I saw an interview recently with a much loved Australian actor, the late Bud Tingwell, talking about the fact that he took, I think, 10 years out of his career to care for his wife and was a little surprised when one day someone, no doubt from a disability services background, referred to him as a carer. He said, ‘I did not think of myself as a carer. I was a husband doing what a husband should do for my much loved wife of more than 40 years.’ I think that is how all carers would like to see themselves, whether they be parents, foster parents or siblings—and the list goes on. But they have been forced into a position of having to become advocates not just for their children but for themselves by the way our society has quite happily used their free labour since the end of institutions without compensating them for—or even recognising, in many cases—what they have done.
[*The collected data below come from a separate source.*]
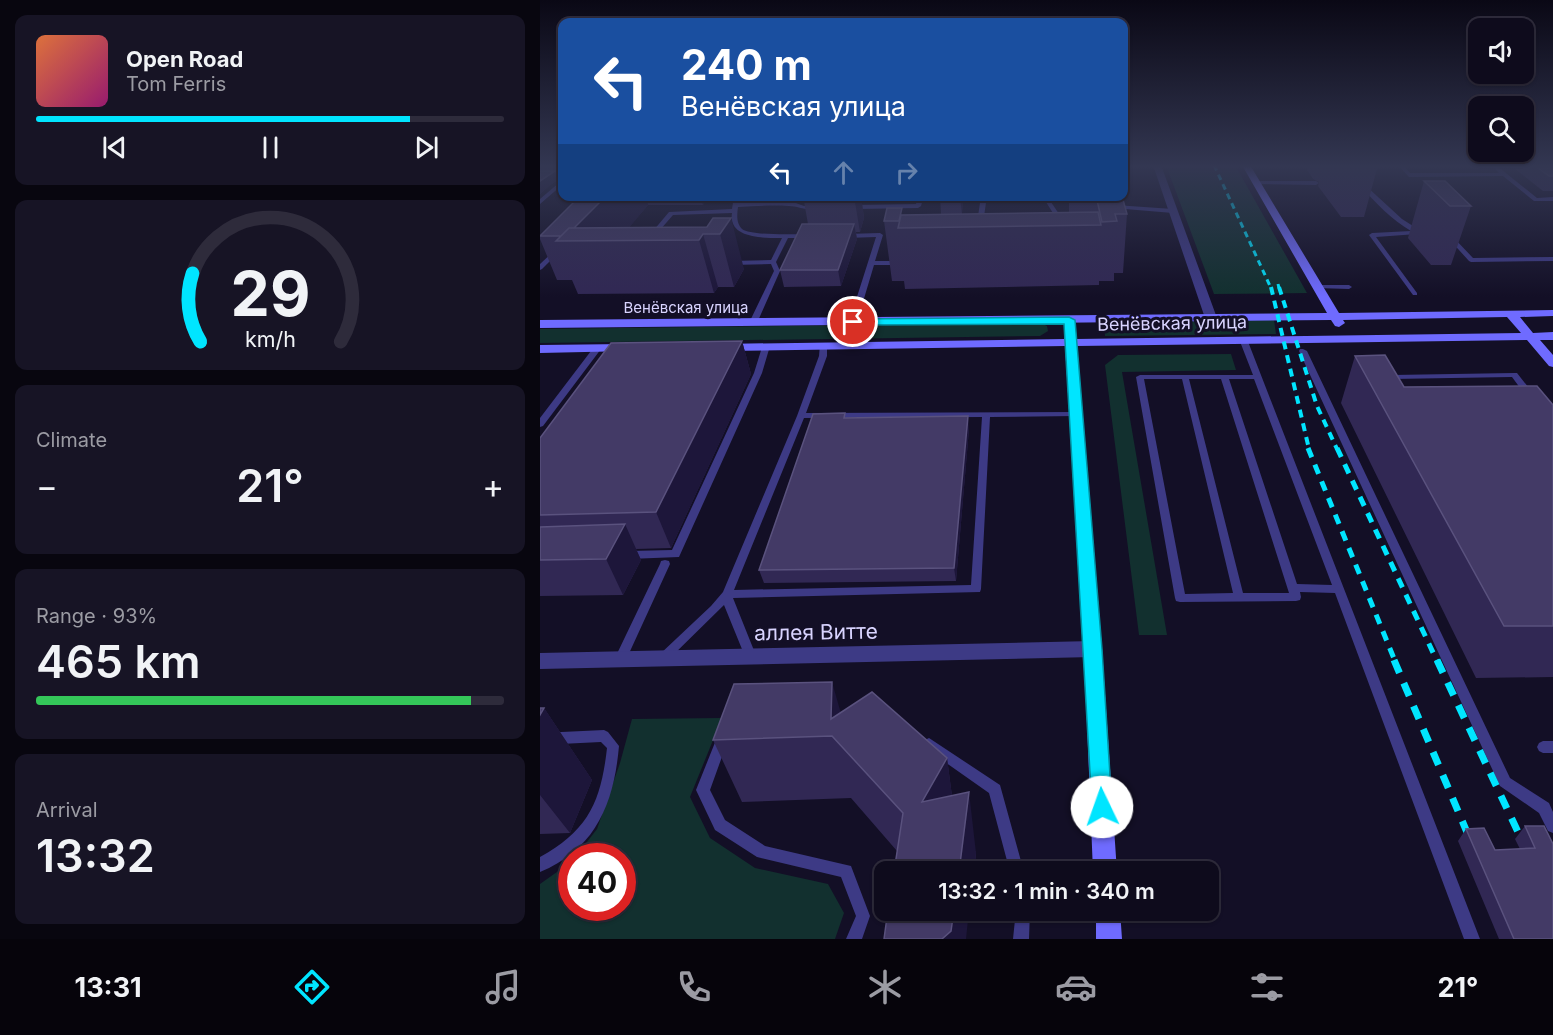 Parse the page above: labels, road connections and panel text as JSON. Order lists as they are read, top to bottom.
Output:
{
  "streets": {
    "main road": ["Венёвская улица"],
    "street": ["аллея Витте"]
  },
  "page": {
    "turn": ["240 m", "Венёвская улица"],
    "song": ["Open Road", "Tom Ferris"],
    "tile": [
      "Climate",
      ["Range · 93%", "465 km"],
      ["Arrival", "13:32"]
    ],
    "heat": ["−", "21°", "+"],
    "limit": "40",
    "trip": "13:32 · 1 min · 340 m",
    "tabs": ["13:31", "21°"],
    "gauge": ["29", "km/h"]
  }
} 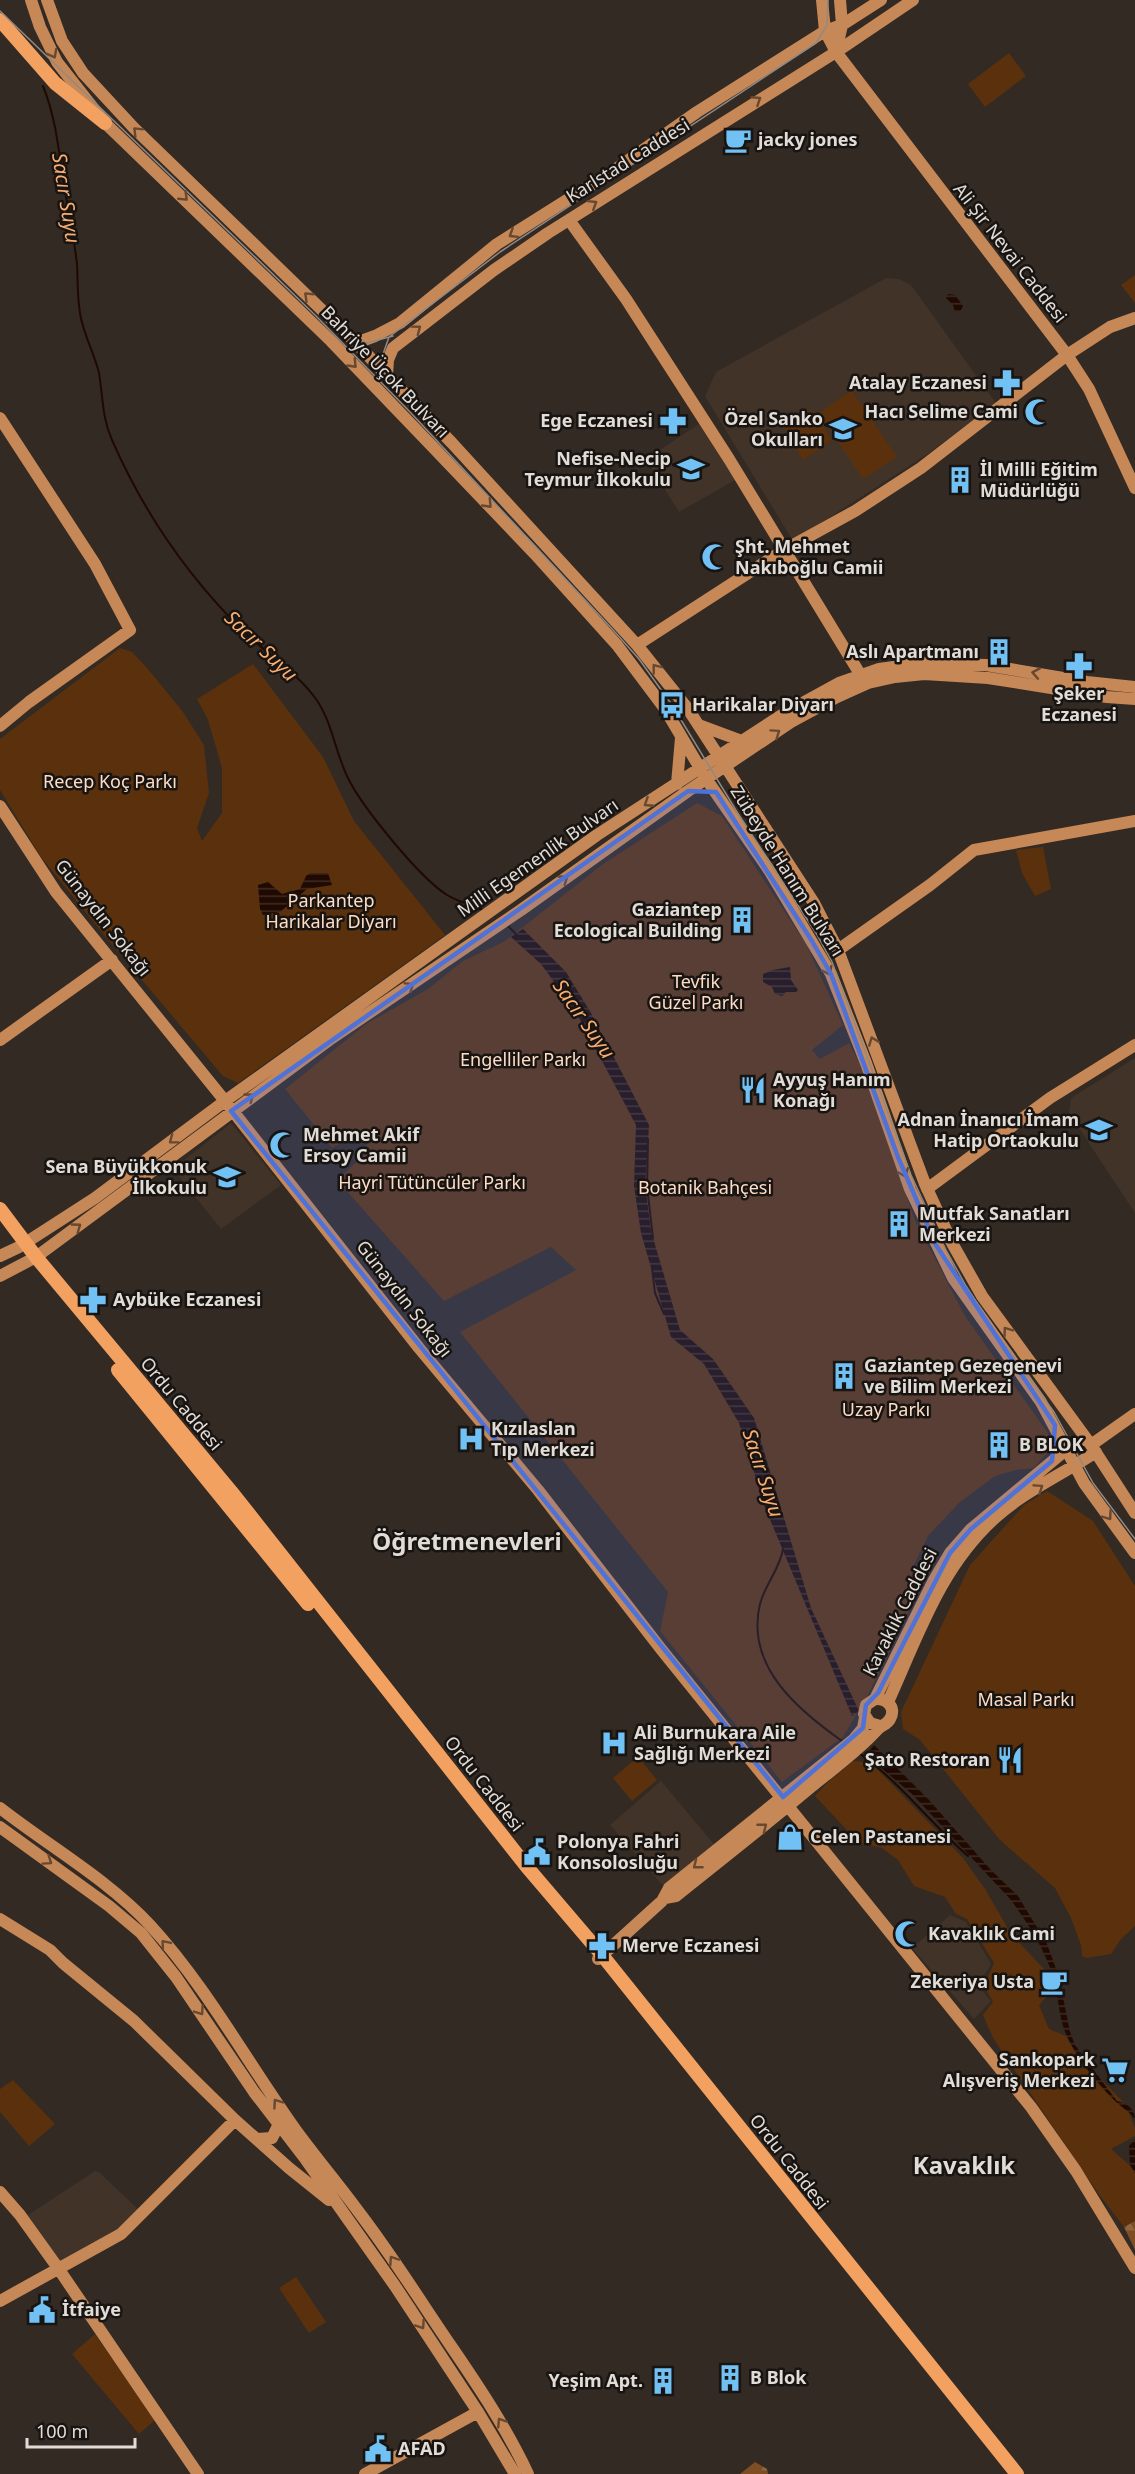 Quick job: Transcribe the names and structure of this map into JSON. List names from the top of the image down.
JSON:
{
  "streets": {
    "main road": ["Ordu Caddesi"],
    "street": [
      "Karlstad Caddesi",
      "Ali Şir Nevai Caddesi",
      "Bahriye Üçok Bulvarı",
      "Milli Egemenlik Bulvarı",
      "Zübeyde Hanım Bulvarı",
      "Günaydın Sokağı",
      "Kavaklık Caddesi"
    ]
  },
  "crossings": [
    ["Karlstad Caddesi", "Ali Şir Nevai Caddesi"],
    ["Karlstad Caddesi", "Bahriye Üçok Bulvarı"],
    ["Bahriye Üçok Bulvarı", "Milli Egemenlik Bulvarı"],
    ["Bahriye Üçok Bulvarı", "Zübeyde Hanım Bulvarı"],
    ["Milli Egemenlik Bulvarı", "Zübeyde Hanım Bulvarı"],
    ["Milli Egemenlik Bulvarı", "Günaydın Sokağı"],
    ["Milli Egemenlik Bulvarı", "Ordu Caddesi"],
    ["Zübeyde Hanım Bulvarı", "Kavaklık Caddesi"]
  ],
  "districts": ["Öğretmenevleri", "Kavaklık"],
  "water": ["Sacır Suyu"],
  "parks": [
    "Recep Koç Parkı",
    "Parkantep Harikalar Diyarı",
    "Tevfik Güzel Parkı",
    "Engelliler Parkı",
    "Hayri Tütüncüler Parkı",
    "Botanik Bahçesi",
    "Uzay Parkı",
    "Masal Parkı"
  ],
  "places": {
    "cafe": ["jacky jones", "Zekeriya Usta"],
    "pharmacy": [
      "Atalay Eczanesi",
      "Ege Eczanesi",
      "Şeker Eczanesi",
      "Aybüke Eczanesi",
      "Merve Eczanesi"
    ],
    "mosque": [
      "Hacı Selime Cami",
      "Şht. Mehmet Nakıboğlu Camii",
      "Mehmet Akif Ersoy Camii",
      "Kavaklık Cami"
    ],
    "school or university": [
      "Özel Sanko Okulları",
      "Nefise-Necip Teymur İlkokulu",
      "Adnan İnanıcı İmam Hatip Ortaokulu",
      "Sena Büyükkonuk İlkokulu"
    ],
    "building": [
      "İl Milli Eğitim Müdürlüğü",
      "Aslı Apartmanı",
      "Gaziantep Ecological Building",
      "Mutfak Sanatları Merkezi",
      "Gaziantep Gezegenevi ve Bilim Merkezi",
      "B BLOK",
      "B Blok",
      "Yeşim Apt."
    ],
    "bus stop": ["Harikalar Diyarı"],
    "restaurant": ["Ayyuş Hanım Konağı", "Şato Restoran"],
    "hospital": ["Kızılaslan Tıp Merkezi", "Ali Burnukara Aile Sağlığı Merkezi"],
    "shop": ["Celen Pastanesi"],
    "public building": ["Polonya Fahri Konsolosluğu", "İtfaiye", "AFAD"],
    "supermarket": ["Sankopark Alışveriş Merkezi"]
  },
  "scale_bar": "100 m"
}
But I do not think that we should on that basis see the very genuine, very necessary and now very well-developed advocacy skills that carers have developed as competition to or as overshadowing the needs of people with disability, who in many cases do not have the same advocacy ability as carers.

I would like to think that we can continue down this track until we get to the stage where there is a genuine choice for parents and others who care for children with a disability. I noticed that Senator Siewert—and I certainly support her view—spoke about the fact that we now have for the first time a recognition that children with disabilities are just like other children. Some of them live in split, shared care between parents and some of them live at home with both their parents. Some of them live in all sorts of situations that, to them, represent family. So we need to continue the recognition of shared care. I find it somewhat bizarre to suggest that it would not be possible to change the rules around parenting payments so that they too could be split on the same basis that has made child support now a far more flexible payment and far more based on who does the caring. This would not seem to be a particularly difficult thing to do.
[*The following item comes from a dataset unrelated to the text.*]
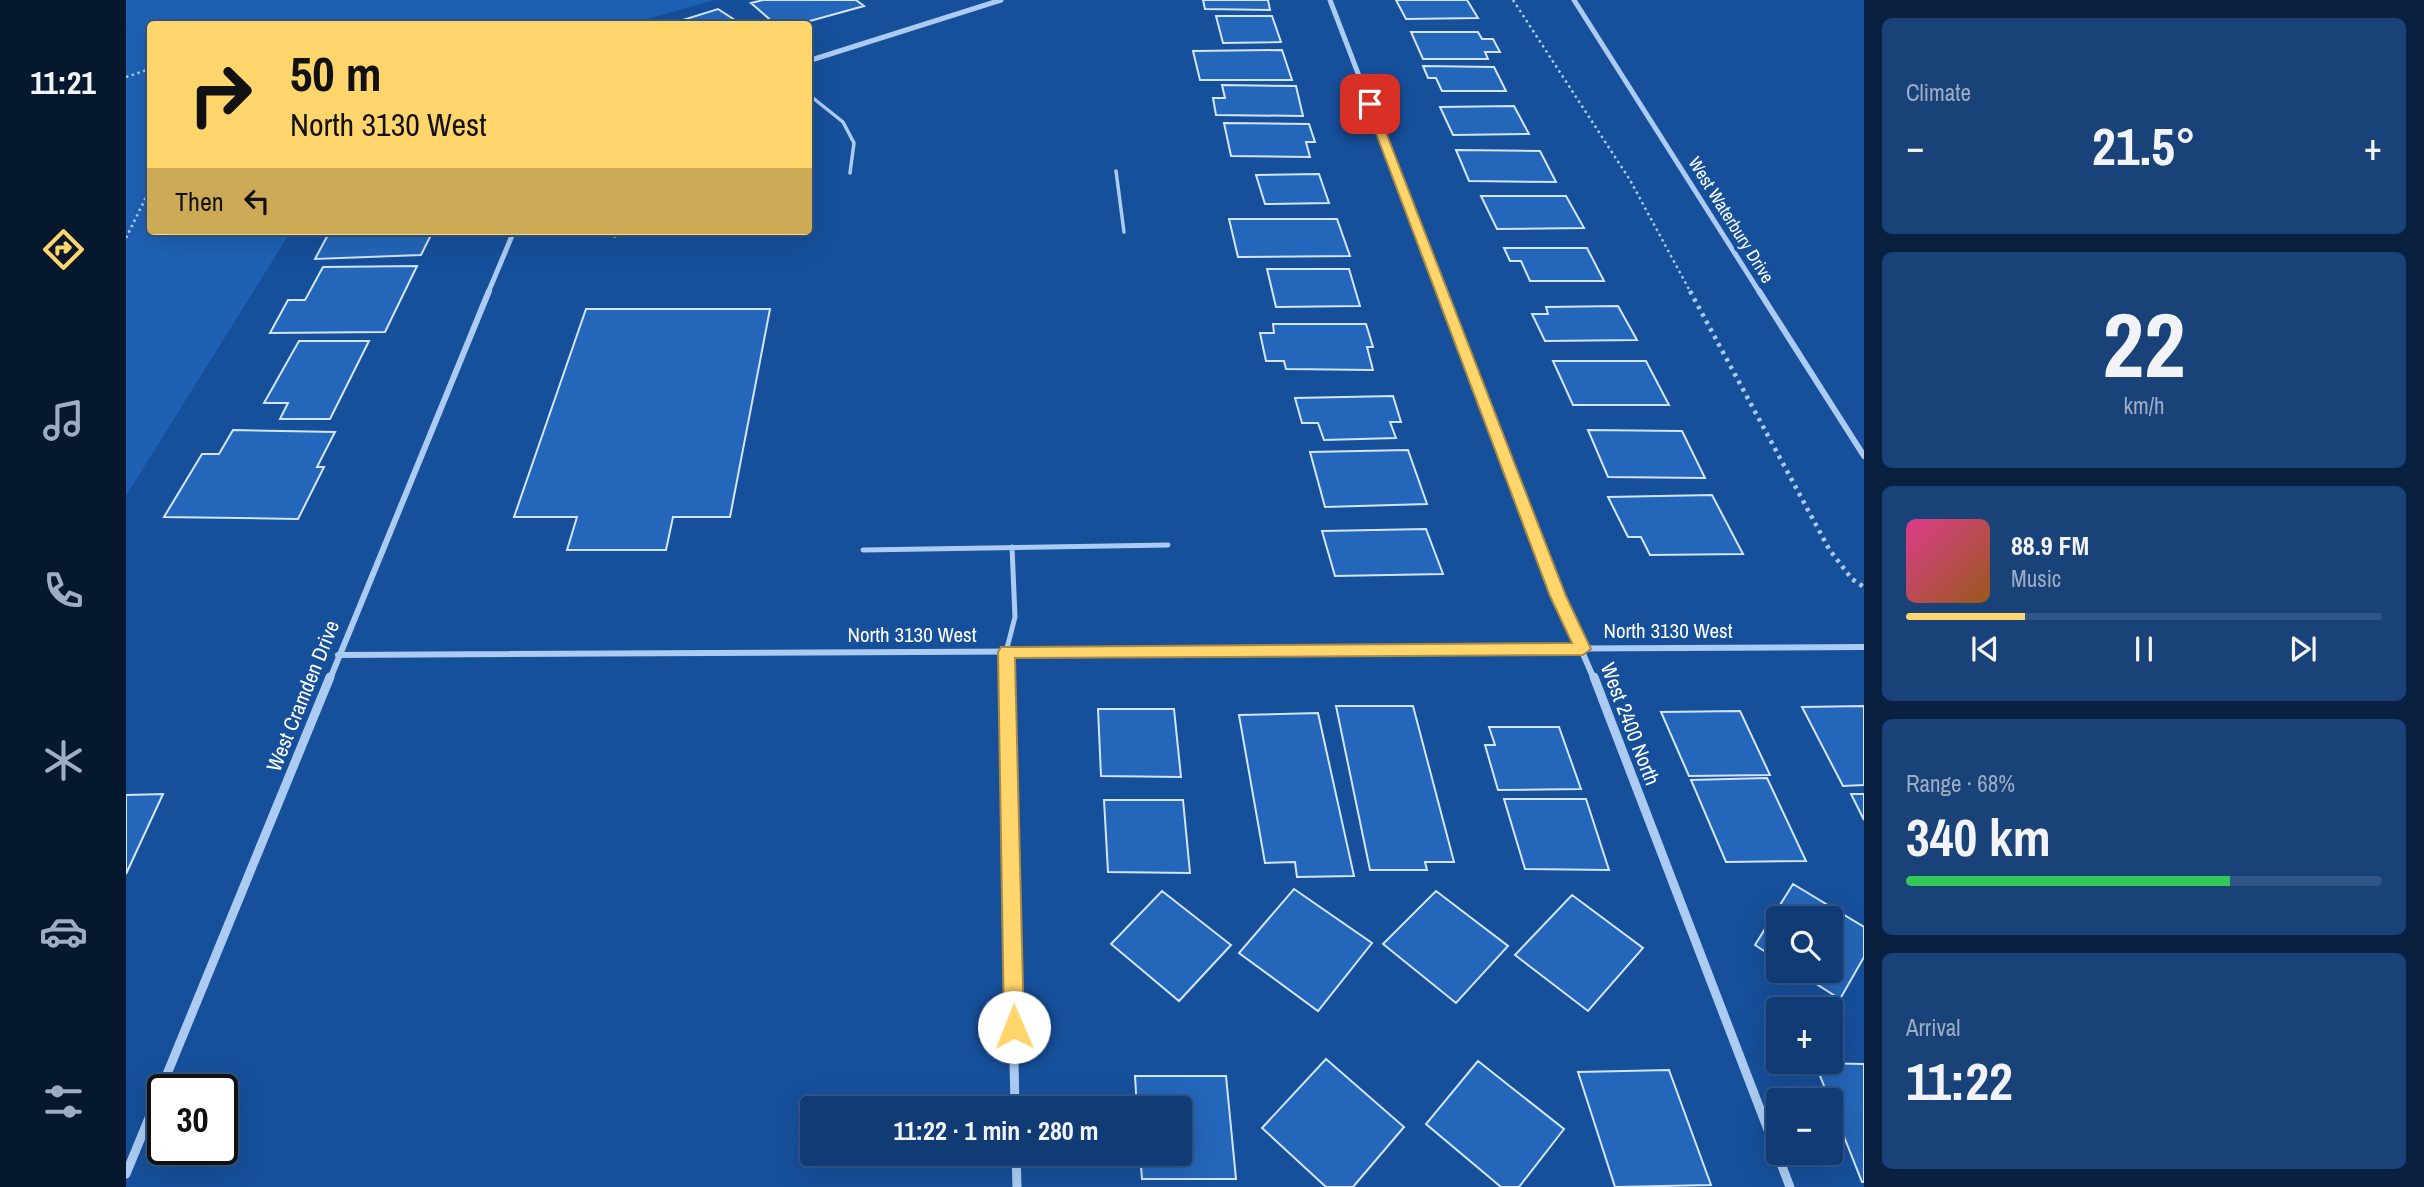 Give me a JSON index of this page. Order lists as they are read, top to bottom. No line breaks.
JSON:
{"streets":{"street":["West Waterbury Drive","North 3130 West","West Cramden Drive","West 2400 North"]},"crossings":[["North 3130 West","West Cramden Drive"],["North 3130 West","West 2400 North"]],"page":{"tabs":"11:21","tile":["Climate",["22","km/h"],["Range · 68%","340 km"],["Arrival","11:22"]],"turn":["50 m","North 3130 West"],"heat":["−","21.5°","+"],"then":"Then","song":["88.9 FM","Music"],"map_buttons":["+","−"],"limit":"30","trip":"11:22 · 1 min · 280 m"}}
Of course, the assumption is still that having a child with a severe disability will mean that a parent cannot work. In my view, if we are going to do this properly, we need to get to the situation where parents have the same choices as anybody else irrespective of whether their child has a disability or not. I want to get the situation of saying that having a parent who wants to work and cannot because they have a child with a disability is a failure of our system and not a necessary requirement that we are putting onto them because we do not have sufficient paid support services to allow them to undertake work in the same way as other people can.

This, I think, is where we need to be heading. I think we are on the way. I am hoping that we can continue down this track far more vigorously than we are currently. Just as an example of how far we still have to go, I would like to share with you, finally, an email which I received today from a disability group talking about a consultation paper on women’s health being developed by the federal Department of Health and Ageing. This discussion paper was launched on March 12, but this organisation writes that they have now been given an extension for their response to the discussion paper until July 31. I will quote part of the email. It says:

... as the Department was unable to provide an accessible version of the Discussion paper (until today).

We are talking about just over three months that it has taken a federal government department to produce a paper that is accessible to people with disabilities so that they can comment on an issue that is of extreme relevance to people with disabilities. We are on the way but we are not there yet; and I would like to support the legislation.